Abstract

Studies to date have yielded contradictory data on the role of the anterior hypothalamus in the control of cyclic reproductive processes in the female rhesus monkey. In these experiments, we have studied the immediate and long term effects of anterior hypothalamic disconnection, using a transorbital approach, on spontaneous and estradiol-induced cyclic gonadotropin release. To secure an effective separation between the divided segments of the hypothalamus and to prevent the possibility of neural regeneration across the lesion, a Silastic membrane was introduced through the cut. Immunocytochemical studies, which selectively stained nerve fibers from the magnocellular nuclei, demonstrated no axonal growth through the cut. Eight adult female rhesus monkeys underwent hypothalamic disconnection; four were subsequently shown to have unilateral anterior lesions, and the remaining four had bilateral anterior cuts. All animals had PRL levels within the normal range (<12 ng/ml), except one (no. 577) whose bilateral lesion extended somewhat more caudally and who developed hyperprolactinemia [42.0 ±3.1 (SE) ng/ml], hyperphagia, and diabetes insipidus.

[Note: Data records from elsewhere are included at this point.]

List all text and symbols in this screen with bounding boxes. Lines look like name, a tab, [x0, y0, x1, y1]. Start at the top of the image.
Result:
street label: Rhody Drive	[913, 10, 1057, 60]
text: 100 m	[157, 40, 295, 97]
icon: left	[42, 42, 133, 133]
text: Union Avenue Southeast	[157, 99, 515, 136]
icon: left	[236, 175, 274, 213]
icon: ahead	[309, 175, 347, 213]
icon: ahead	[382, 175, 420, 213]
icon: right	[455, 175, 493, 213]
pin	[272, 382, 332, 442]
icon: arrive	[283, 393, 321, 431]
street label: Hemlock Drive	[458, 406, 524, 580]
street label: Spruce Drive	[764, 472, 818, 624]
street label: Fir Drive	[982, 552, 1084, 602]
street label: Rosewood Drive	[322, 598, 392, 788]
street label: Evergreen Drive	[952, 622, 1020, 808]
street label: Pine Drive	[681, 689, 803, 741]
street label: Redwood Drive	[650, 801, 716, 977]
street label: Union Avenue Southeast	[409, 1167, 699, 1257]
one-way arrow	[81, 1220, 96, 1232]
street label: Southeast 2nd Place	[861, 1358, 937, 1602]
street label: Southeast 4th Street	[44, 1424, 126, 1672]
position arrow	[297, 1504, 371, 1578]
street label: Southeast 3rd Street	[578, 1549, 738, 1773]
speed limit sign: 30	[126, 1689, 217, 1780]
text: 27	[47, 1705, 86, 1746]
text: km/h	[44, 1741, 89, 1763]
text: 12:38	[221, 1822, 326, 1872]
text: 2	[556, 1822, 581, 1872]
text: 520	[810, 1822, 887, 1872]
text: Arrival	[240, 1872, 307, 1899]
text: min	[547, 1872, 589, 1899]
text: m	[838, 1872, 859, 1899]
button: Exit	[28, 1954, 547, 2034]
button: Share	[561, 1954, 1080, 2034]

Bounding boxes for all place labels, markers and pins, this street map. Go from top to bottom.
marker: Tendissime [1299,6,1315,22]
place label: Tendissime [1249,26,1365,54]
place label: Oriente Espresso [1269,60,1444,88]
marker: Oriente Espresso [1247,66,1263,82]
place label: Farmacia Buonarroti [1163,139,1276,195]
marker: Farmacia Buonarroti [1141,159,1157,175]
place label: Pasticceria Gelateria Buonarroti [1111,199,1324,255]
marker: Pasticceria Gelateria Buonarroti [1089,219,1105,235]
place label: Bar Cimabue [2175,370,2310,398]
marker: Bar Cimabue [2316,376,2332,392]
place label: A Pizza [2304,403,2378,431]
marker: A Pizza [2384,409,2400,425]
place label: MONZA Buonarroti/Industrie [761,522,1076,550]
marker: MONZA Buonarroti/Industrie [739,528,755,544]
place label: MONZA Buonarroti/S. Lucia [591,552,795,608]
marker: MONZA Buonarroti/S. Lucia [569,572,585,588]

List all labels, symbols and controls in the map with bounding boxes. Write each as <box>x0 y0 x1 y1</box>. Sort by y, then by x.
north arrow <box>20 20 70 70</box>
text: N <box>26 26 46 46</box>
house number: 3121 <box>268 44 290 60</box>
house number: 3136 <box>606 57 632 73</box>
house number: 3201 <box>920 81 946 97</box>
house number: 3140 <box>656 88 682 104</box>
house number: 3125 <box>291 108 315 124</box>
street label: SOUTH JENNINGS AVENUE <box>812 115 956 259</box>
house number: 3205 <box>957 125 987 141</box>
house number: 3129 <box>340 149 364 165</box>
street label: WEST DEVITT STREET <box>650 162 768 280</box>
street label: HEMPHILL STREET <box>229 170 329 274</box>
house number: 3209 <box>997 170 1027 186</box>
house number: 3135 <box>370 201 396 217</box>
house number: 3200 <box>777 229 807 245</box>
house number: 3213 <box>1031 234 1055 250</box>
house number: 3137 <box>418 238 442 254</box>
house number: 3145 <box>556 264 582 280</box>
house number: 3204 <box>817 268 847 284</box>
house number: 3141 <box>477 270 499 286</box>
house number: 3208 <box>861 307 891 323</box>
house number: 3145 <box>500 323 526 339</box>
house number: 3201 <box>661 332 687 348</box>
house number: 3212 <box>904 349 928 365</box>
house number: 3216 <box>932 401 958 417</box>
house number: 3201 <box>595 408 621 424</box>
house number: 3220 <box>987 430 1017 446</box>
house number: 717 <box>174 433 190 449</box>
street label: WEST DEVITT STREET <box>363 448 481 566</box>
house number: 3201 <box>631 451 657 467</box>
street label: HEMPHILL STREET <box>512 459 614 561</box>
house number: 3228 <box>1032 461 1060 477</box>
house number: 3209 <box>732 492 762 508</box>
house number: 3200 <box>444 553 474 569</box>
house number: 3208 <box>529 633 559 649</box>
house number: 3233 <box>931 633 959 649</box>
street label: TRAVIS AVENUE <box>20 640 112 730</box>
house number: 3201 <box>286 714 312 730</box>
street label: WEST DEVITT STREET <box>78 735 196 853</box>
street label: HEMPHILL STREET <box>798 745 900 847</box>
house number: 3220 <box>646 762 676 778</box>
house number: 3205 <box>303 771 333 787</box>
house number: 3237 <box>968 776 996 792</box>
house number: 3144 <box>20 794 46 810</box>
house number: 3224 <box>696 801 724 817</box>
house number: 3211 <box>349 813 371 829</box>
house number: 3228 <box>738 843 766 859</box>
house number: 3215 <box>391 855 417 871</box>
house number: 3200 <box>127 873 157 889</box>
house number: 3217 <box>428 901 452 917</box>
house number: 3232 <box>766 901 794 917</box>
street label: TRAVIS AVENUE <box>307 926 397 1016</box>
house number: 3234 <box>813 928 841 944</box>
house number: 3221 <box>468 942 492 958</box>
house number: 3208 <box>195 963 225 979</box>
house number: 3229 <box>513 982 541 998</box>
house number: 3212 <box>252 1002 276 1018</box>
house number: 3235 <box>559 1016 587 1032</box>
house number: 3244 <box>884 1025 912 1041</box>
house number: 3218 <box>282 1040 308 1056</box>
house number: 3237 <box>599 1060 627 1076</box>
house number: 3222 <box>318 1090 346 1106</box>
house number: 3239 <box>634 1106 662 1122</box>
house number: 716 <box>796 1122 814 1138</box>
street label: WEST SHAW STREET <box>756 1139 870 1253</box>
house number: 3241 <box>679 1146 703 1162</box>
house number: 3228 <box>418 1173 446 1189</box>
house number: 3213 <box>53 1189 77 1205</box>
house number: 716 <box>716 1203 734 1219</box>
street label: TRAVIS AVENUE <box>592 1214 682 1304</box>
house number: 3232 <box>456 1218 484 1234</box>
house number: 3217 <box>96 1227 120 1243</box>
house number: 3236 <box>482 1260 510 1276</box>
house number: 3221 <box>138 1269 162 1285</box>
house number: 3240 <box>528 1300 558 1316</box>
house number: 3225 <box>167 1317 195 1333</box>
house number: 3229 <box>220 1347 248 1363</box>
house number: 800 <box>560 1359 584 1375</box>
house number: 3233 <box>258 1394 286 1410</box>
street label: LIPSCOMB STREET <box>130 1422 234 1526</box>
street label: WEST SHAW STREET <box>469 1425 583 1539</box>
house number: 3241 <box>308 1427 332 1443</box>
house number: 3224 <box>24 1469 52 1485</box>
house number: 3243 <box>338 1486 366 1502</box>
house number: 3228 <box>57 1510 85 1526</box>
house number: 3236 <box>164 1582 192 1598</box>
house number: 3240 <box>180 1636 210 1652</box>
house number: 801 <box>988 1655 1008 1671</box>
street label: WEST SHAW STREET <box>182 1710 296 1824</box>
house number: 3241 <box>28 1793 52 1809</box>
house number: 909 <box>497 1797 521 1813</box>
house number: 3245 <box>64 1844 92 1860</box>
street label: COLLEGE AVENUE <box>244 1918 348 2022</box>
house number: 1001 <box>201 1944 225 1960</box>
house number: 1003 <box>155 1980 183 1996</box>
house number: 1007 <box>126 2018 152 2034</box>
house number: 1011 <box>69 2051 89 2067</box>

The initial postoperative study (first 60 days after surgery) revealed that while all four of the unilaterally disconnected animals continued to show normal menstrual cyclicity, none of the four bilaterally lesioned monkeys released gonadotropins in response to spontaneously occurring estradiol surges or to 17β- estradiol challenges. However, in subsequent follow-up examination (4–7 months after surgery), bilaterally lesioned monkeys exhibited normal menstrual cyclicity and normal responses to estradiol challenge. These studies indicate that in the rhesus monkey, anterior hypothalamic afferents, originating either from the nuclei of this region and/or en passage from other neural structures, may act to modify the release of gonadotropins by the pituitary. However, long term observation of these animals as well as other evidence discussed in this paper clearly indicate that these modulatory influences are not essential for normal gonadotropin secretion.